We collected two realistic datasets for the experiment, with the following information:

(1): The Linux kernel source code dataset [22]. The total size is 233.95 GB, and the total versions are 260, including version from 3.0 to 3.4.63;
(2): The SQLite [24] period backup dataset while running the TPC-C benchmark [25]. The total size is 148 GB, and the total backups are 90.

Because the data size increases in a real storage system, we simulate this characterization to comprehensively observe the experimental results, which means that we perform the experiment by setting the dataset size from small to large. In the Linux kernel experiment, we used the first 60 versions to perform the first experiment. Afterwards, we performed the experiment at the interval of 50 versions. That means we performed the first experiment with the first 60 versions, and the second experiment with the first 110 versions until all the experiments were finished. In the SQLite experiment, we used the first 20 backups for the first experiment, and then performed the experiment at intervals of 20 backups. The minimum and maximum need to be set in the CDC algorithm, and we set the minimum to 64 B and the maximum to 32 MB. Consequently, the expected chunk size range that needs to be observed is 64 B–32 MB.

5.3. Experimental Results

The experimental results are shown in Figure 3 and Figure 4. The x-axis represents the expected chunk size (decided by mask length); and the y-axis represents the DER. The results show that DER is not optimal by setting the expected chunk size to 4 KB or 8 KB in all experiments.
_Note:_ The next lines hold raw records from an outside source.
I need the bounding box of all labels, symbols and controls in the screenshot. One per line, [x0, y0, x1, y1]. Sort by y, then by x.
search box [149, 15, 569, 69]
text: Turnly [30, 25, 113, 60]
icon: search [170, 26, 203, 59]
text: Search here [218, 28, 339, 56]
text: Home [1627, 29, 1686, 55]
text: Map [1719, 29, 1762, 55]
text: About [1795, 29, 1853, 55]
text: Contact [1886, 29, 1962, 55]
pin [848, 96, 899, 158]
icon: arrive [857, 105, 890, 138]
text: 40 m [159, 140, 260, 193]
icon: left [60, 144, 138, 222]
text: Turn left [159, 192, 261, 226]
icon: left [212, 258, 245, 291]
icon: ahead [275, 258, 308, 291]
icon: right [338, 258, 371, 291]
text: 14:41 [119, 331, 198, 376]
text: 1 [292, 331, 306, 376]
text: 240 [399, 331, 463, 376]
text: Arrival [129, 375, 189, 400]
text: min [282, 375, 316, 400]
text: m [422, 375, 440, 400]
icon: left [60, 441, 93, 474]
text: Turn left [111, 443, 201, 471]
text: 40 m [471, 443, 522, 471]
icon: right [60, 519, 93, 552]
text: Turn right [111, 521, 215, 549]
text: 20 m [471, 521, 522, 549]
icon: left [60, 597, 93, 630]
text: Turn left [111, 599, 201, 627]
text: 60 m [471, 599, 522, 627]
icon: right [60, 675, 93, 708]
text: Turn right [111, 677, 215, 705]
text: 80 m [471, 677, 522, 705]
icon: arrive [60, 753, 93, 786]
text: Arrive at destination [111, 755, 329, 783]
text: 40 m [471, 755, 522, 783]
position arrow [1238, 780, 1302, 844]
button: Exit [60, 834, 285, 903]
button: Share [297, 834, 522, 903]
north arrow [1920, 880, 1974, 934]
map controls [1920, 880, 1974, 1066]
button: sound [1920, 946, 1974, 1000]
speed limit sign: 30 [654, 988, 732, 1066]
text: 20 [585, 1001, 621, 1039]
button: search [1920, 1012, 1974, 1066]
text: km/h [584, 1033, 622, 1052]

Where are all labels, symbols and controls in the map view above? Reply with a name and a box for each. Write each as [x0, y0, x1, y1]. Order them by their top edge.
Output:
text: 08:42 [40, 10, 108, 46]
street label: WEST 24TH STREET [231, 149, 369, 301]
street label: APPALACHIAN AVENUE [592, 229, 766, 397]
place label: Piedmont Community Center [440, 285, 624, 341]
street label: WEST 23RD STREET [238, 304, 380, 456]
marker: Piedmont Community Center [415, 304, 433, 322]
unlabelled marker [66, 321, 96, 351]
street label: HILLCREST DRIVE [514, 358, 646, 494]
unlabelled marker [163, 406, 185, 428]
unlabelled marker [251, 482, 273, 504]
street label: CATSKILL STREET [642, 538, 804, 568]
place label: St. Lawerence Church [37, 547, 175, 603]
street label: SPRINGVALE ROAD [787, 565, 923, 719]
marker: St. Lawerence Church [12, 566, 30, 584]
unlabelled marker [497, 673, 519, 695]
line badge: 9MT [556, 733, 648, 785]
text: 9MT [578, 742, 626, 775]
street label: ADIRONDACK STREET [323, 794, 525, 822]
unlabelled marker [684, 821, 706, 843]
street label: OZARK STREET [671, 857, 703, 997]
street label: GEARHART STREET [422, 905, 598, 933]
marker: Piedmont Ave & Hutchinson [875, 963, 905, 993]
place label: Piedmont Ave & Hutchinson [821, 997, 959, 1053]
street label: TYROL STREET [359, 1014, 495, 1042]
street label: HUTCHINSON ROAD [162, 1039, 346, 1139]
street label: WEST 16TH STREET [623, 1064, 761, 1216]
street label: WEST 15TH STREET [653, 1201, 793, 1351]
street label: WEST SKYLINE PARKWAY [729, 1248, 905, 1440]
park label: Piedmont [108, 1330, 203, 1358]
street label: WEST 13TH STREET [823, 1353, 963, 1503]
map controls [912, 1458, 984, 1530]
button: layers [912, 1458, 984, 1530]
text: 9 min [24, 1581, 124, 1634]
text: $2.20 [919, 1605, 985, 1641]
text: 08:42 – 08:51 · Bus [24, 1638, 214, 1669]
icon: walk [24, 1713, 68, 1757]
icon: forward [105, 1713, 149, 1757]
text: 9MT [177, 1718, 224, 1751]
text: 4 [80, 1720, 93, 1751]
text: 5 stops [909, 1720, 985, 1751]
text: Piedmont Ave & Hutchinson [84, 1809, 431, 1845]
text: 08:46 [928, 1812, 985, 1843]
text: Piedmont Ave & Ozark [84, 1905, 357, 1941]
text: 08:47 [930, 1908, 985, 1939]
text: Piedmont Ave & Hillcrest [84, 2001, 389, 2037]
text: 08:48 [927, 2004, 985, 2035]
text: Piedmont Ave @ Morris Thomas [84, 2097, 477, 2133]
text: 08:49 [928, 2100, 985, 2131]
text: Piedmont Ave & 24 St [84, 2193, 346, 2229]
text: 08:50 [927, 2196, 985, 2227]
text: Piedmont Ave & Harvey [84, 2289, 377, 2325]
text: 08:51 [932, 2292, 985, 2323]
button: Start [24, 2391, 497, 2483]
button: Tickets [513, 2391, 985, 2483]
Moreover, the results also show that the expected chunk size that optimizes DER varies among different datasets. Even in the same type of dataset, the expected chunk size that optimizes the DER varies as the data volume increases. Thus, we need to set the expected chunk size according to the specific dataset to optimize DER.

We use R² value to reflect the goodness of fit of the mathematical model that describes the relationship between the DER and the expected chunk size. The range of R² is 0~1. The closer the R² is to 1, the better the goodness of fit. The experimental results show that the R² values of the experiments are above 0.9, validating that the mathematical model can correctly reflect the relationship between the DER and the expected chunk size.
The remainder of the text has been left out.